> _Provided information_:
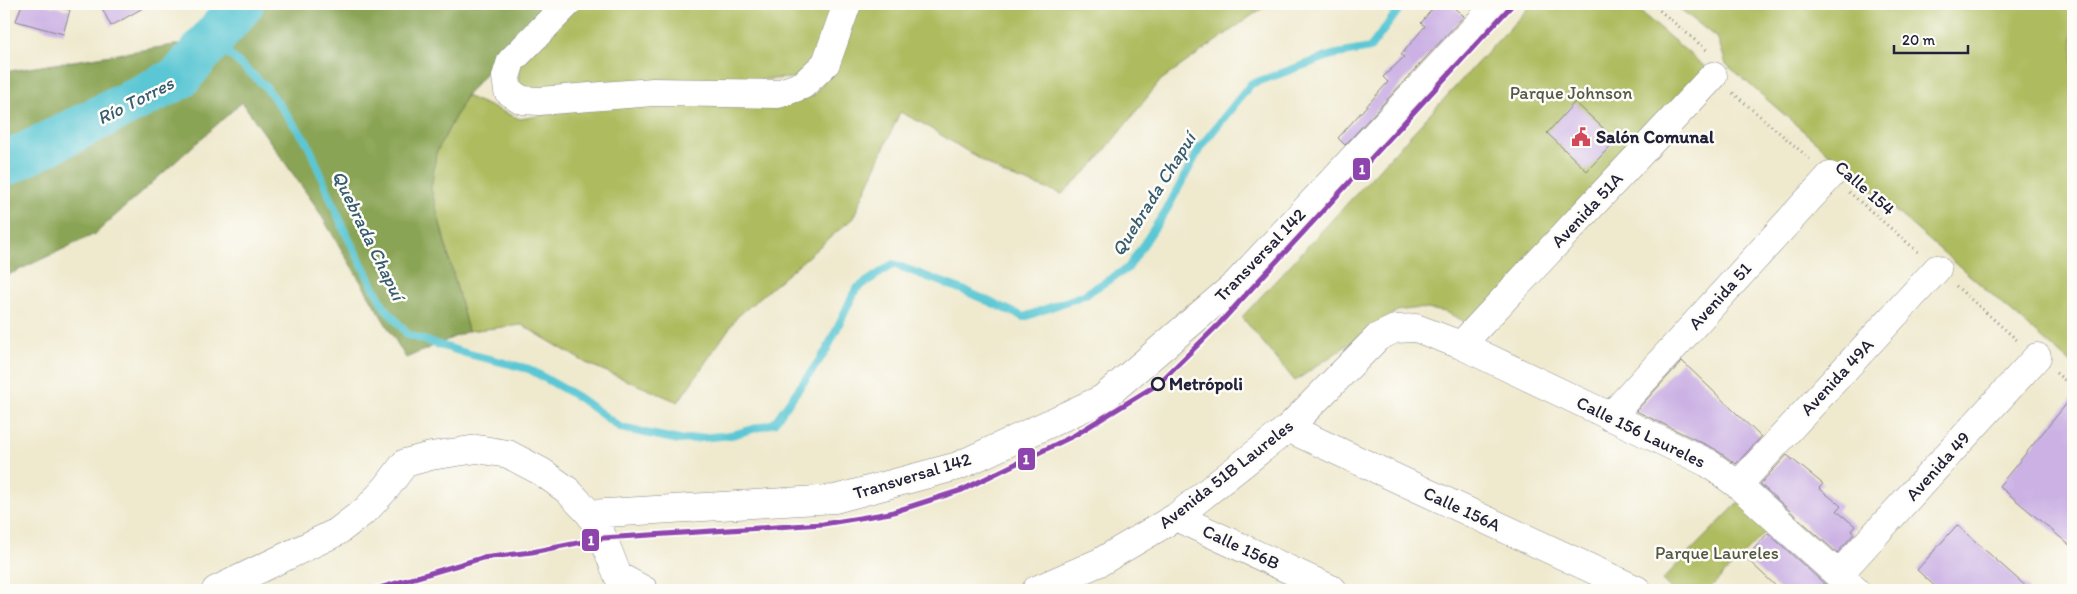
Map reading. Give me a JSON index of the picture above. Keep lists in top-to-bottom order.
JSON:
{
  "streets": {
    "street": [
      "Avenida 51A",
      "Transversal 142",
      "Avenida 51",
      "Avenida 49A",
      "Calle 156 Laureles",
      "Avenida 49",
      "Avenida 51B Laureles",
      "Calle 156A",
      "Calle 156B"
    ],
    "path": ["Calle 154"]
  },
  "crossings": [
    ["Calle 154", "Avenida 51A"],
    ["Calle 154", "Avenida 51"],
    ["Calle 154", "Avenida 49A"],
    ["Calle 154", "Avenida 49"],
    ["Avenida 51A", "Calle 156 Laureles"],
    ["Avenida 51", "Calle 156 Laureles"],
    ["Avenida 49A", "Calle 156 Laureles"],
    ["Calle 156 Laureles", "Avenida 49"],
    ["Calle 156 Laureles", "Avenida 51B Laureles"],
    ["Avenida 51B Laureles", "Calle 156A"],
    ["Avenida 51B Laureles", "Calle 156B"]
  ],
  "water": ["Río Torres", "Quebrada Chapuí"],
  "parks": ["Parque Johnson", "Parque Laureles"],
  "places": {
    "public building": ["Salón Comunal"],
    "other": ["Metrópoli"]
  },
  "lines": ["transit line 1"],
  "scale_bar": "20 m"
}
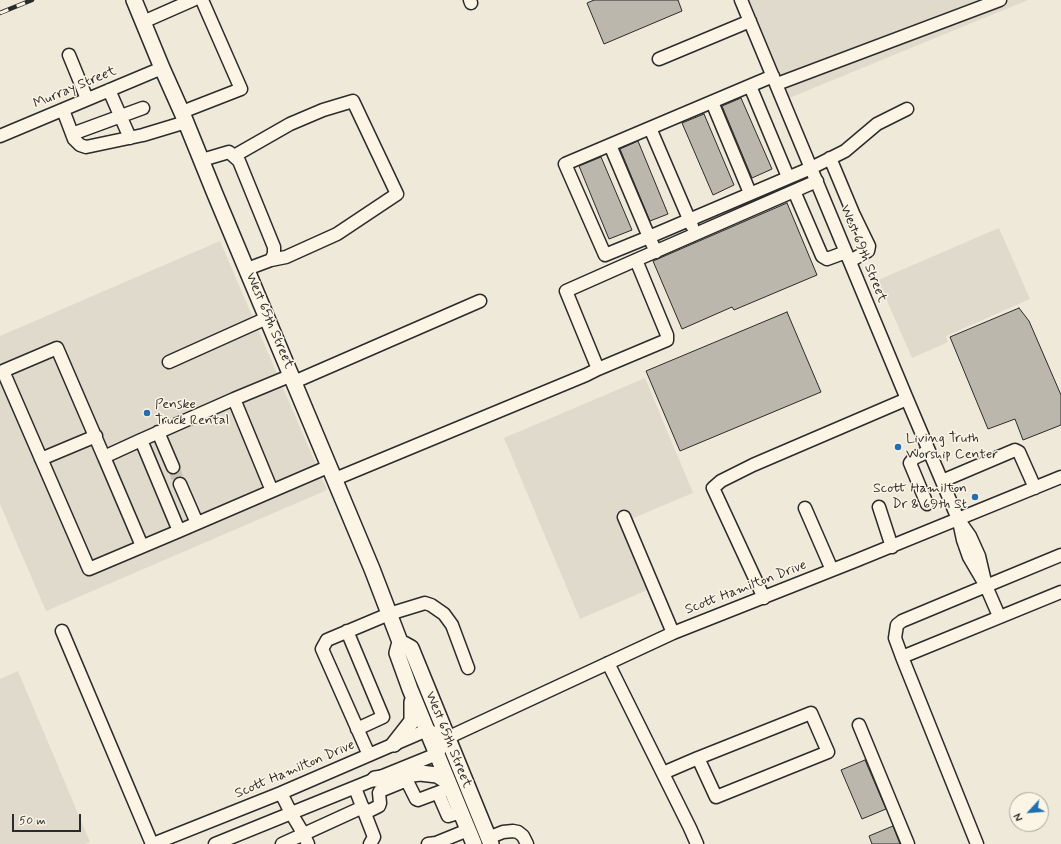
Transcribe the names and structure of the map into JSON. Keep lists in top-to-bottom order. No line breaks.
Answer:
{"streets":{"main road":["West 65th Street"],"street":["Murray Street","West 69th Street","Scott Hamilton Drive"]},"crossings":[["Murray Street","West 65th Street"],["West 69th Street","Scott Hamilton Drive"],["West 65th Street","Scott Hamilton Drive"]],"places":["Penske Truck Rental","Living Truth Worship Center","Scott Hamilton Dr & 69th St"],"scale_bar":"50 m","north":"bottom left"}
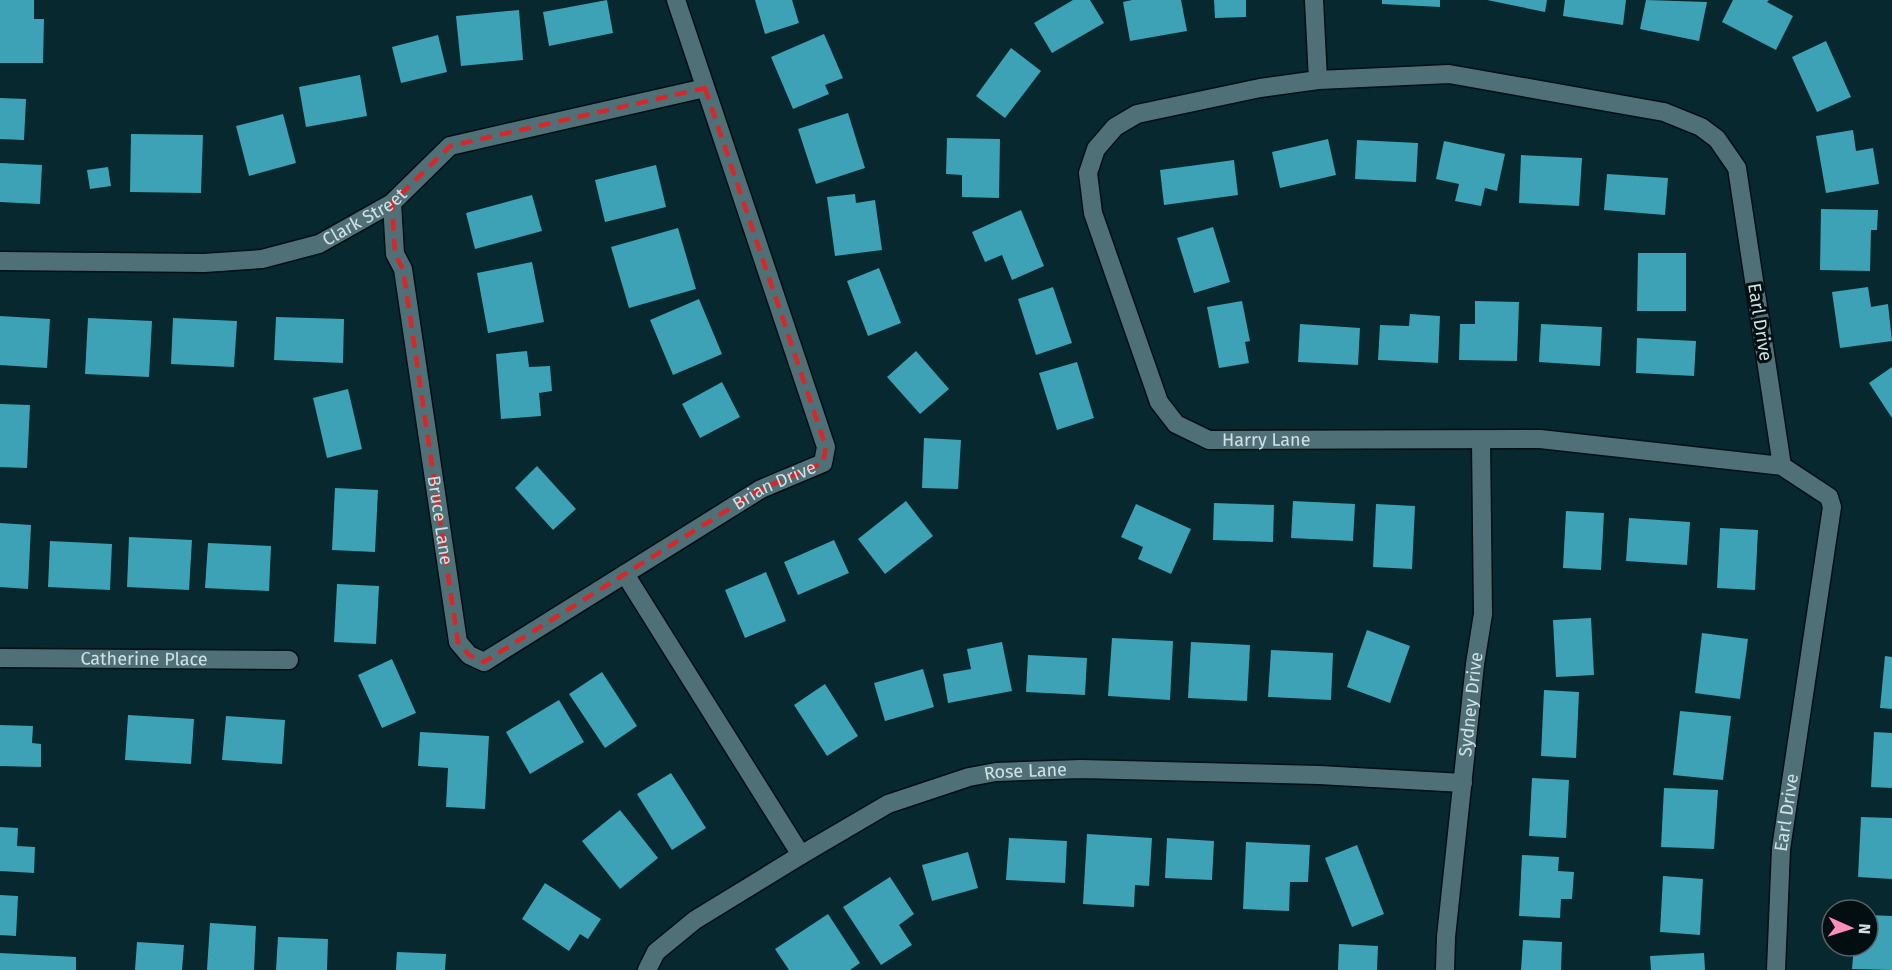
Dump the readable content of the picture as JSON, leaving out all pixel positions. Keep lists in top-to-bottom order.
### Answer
{
  "streets": {
    "street": [
      "Clark Street",
      "Earl Drive",
      "Harry Lane",
      "Brian Drive",
      "Bruce Lane",
      "Catherine Place",
      "Sydney Drive",
      "Rose Lane"
    ]
  },
  "crossings": [
    ["Clark Street", "Brian Drive"],
    ["Clark Street", "Bruce Lane"],
    ["Earl Drive", "Harry Lane"],
    ["Harry Lane", "Sydney Drive"],
    ["Brian Drive", "Bruce Lane"],
    ["Sydney Drive", "Rose Lane"]
  ],
  "north": "right"
}
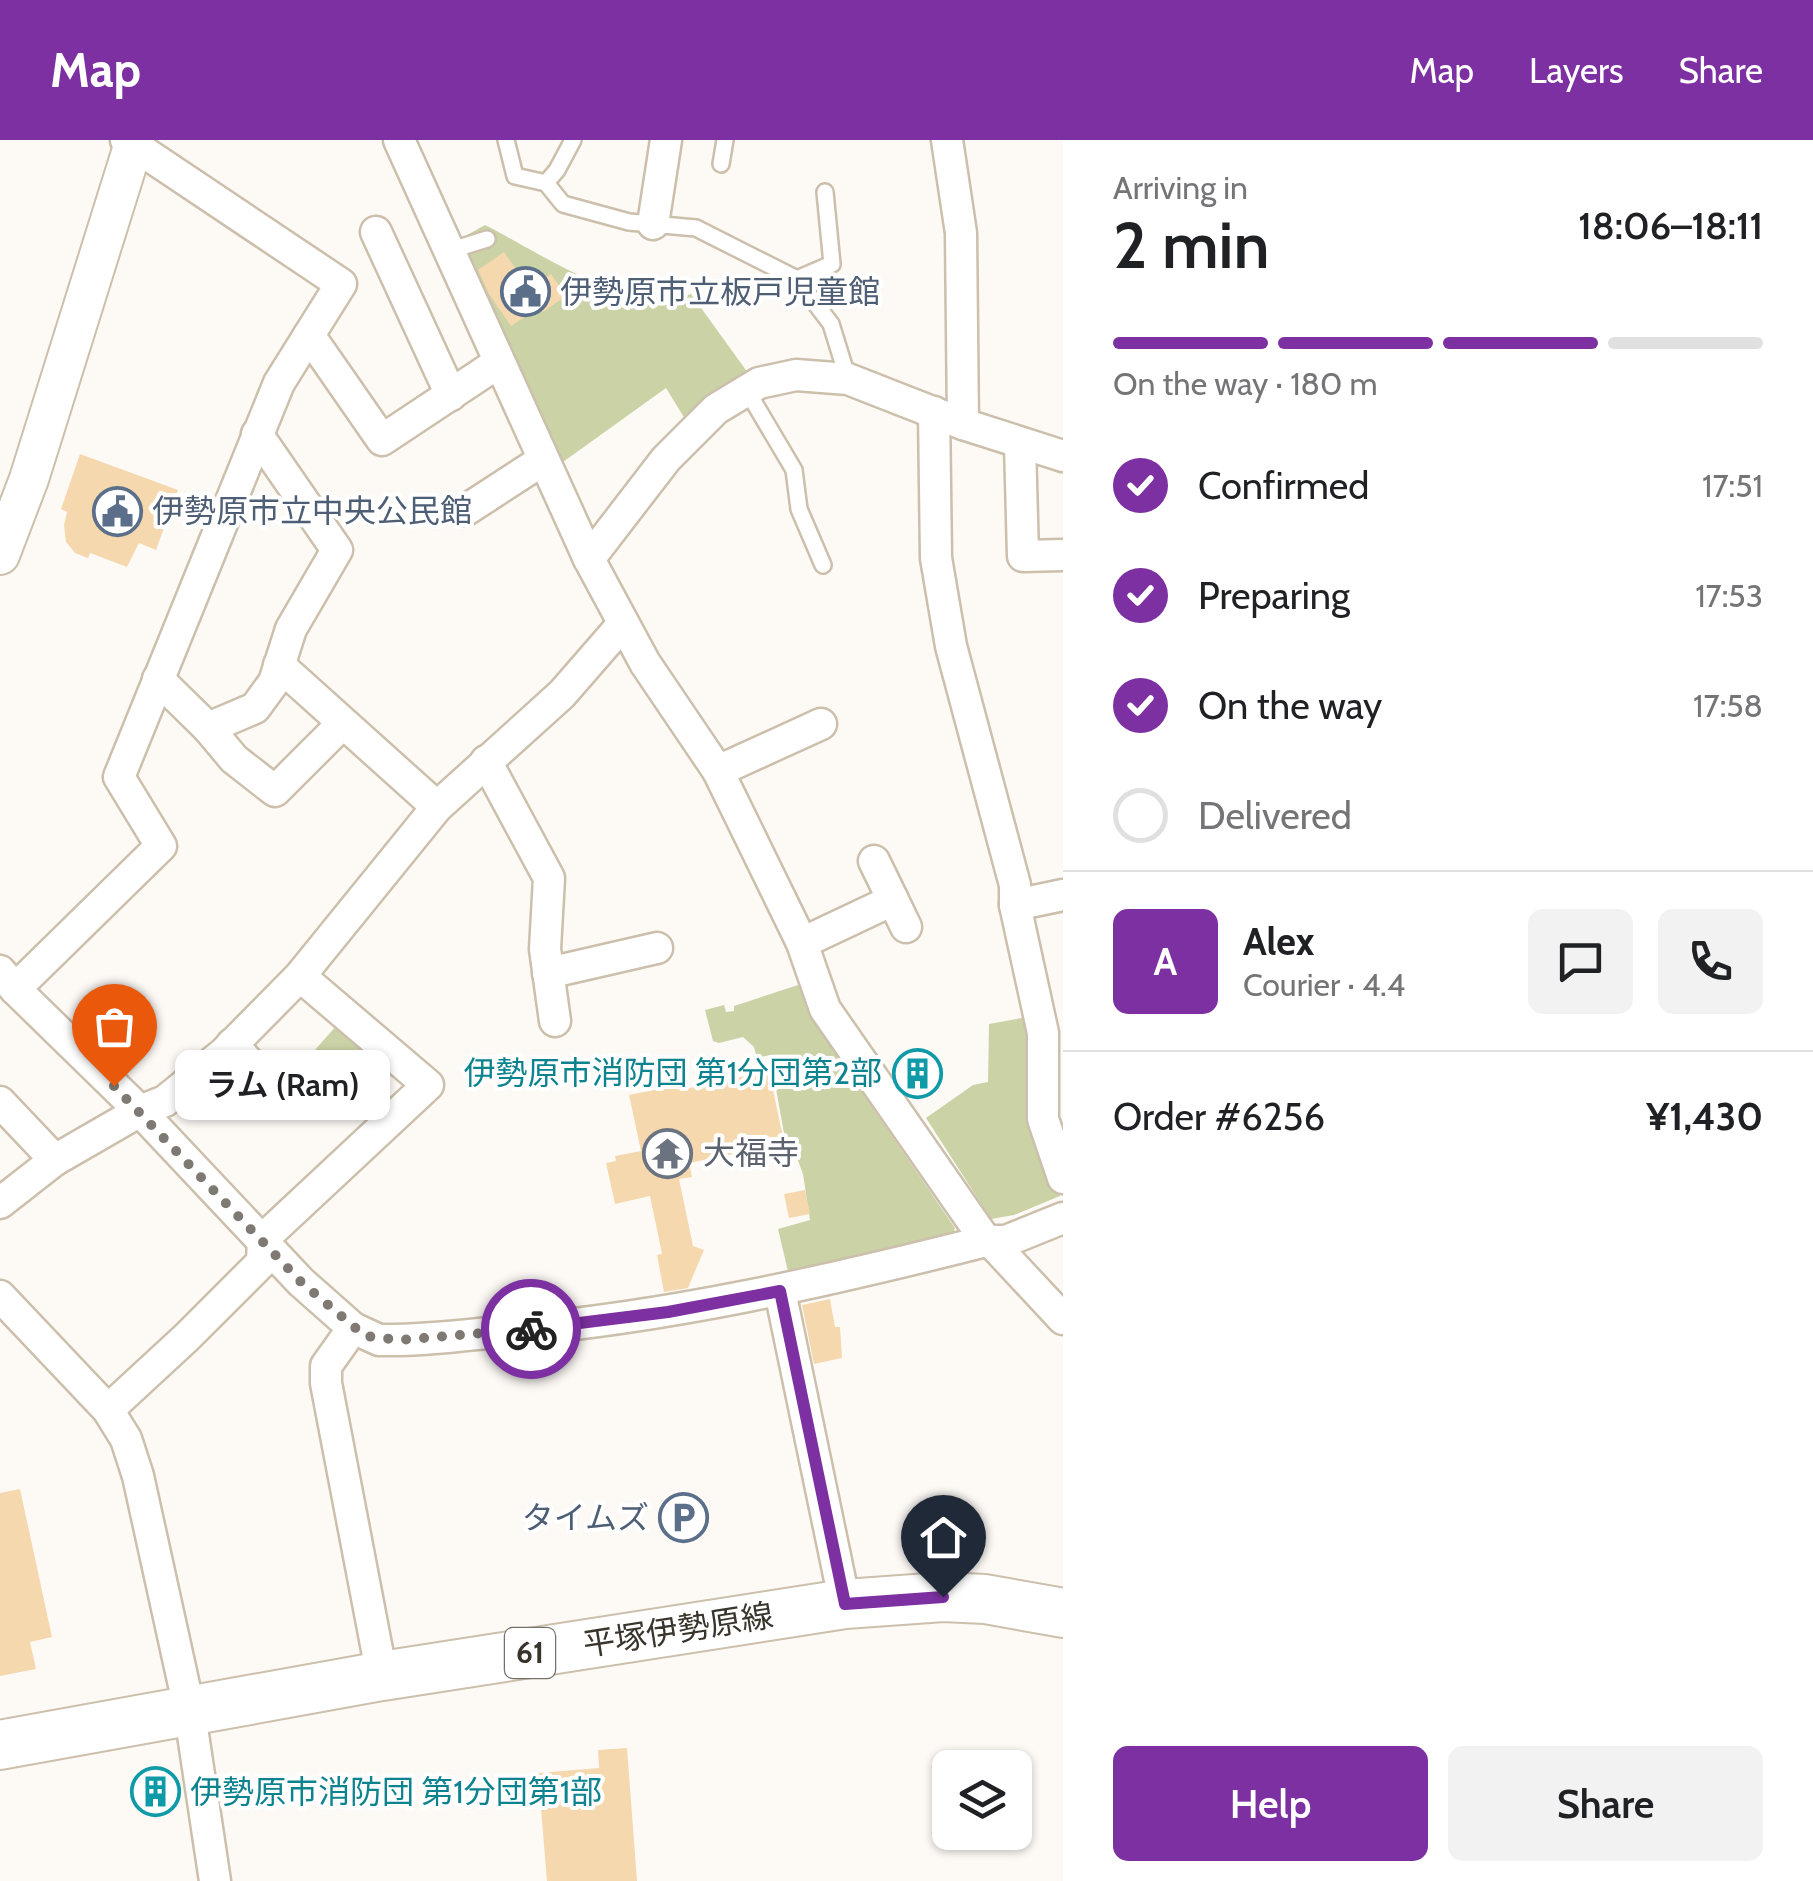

> _Exercise directions_: Could you output every record above exactly as it appears, without the pictures?

> _Exercise response_:
Map reading. Give me a JSON index of the picture above. Keep lists in top-to-bottom order.
JSON:
{
  "streets": {
    "street": [
      "Avenida 51A",
      "Transversal 142",
      "Avenida 51",
      "Avenida 49A",
      "Calle 156 Laureles",
      "Avenida 49",
      "Avenida 51B Laureles",
      "Calle 156A",
      "Calle 156B"
    ],
    "path": ["Calle 154"]
  },
  "crossings": [
    ["Calle 154", "Avenida 51A"],
    ["Calle 154", "Avenida 51"],
    ["Calle 154", "Avenida 49A"],
    ["Calle 154", "Avenida 49"],
    ["Avenida 51A", "Calle 156 Laureles"],
    ["Avenida 51", "Calle 156 Laureles"],
    ["Avenida 49A", "Calle 156 Laureles"],
    ["Calle 156 Laureles", "Avenida 49"],
    ["Calle 156 Laureles", "Avenida 51B Laureles"],
    ["Avenida 51B Laureles", "Calle 156A"],
    ["Avenida 51B Laureles", "Calle 156B"]
  ],
  "water": ["Río Torres", "Quebrada Chapuí"],
  "parks": ["Parque Johnson", "Parque Laureles"],
  "places": {
    "public building": ["Salón Comunal"],
    "other": ["Metrópoli"]
  },
  "lines": ["transit line 1"],
  "scale_bar": "20 m"
}
Transcribe the names and structure of the map into JSON. Keep lists in top-to-bottom order. No line breaks.
Answer:
{"streets":{"main road":["West 65th Street"],"street":["Murray Street","West 69th Street","Scott Hamilton Drive"]},"crossings":[["Murray Street","West 65th Street"],["West 69th Street","Scott Hamilton Drive"],["West 65th Street","Scott Hamilton Drive"]],"places":["Penske Truck Rental","Living Truth Worship Center","Scott Hamilton Dr & 69th St"],"scale_bar":"50 m","north":"bottom left"}
Dump the readable content of the picture as JSON, leaving out all pixel positions. Keep lists in top-to-bottom order.
### Answer
{
  "streets": {
    "street": [
      "Clark Street",
      "Earl Drive",
      "Harry Lane",
      "Brian Drive",
      "Bruce Lane",
      "Catherine Place",
      "Sydney Drive",
      "Rose Lane"
    ]
  },
  "crossings": [
    ["Clark Street", "Brian Drive"],
    ["Clark Street", "Bruce Lane"],
    ["Earl Drive", "Harry Lane"],
    ["Harry Lane", "Sydney Drive"],
    ["Brian Drive", "Bruce Lane"],
    ["Sydney Drive", "Rose Lane"]
  ],
  "north": "right"
}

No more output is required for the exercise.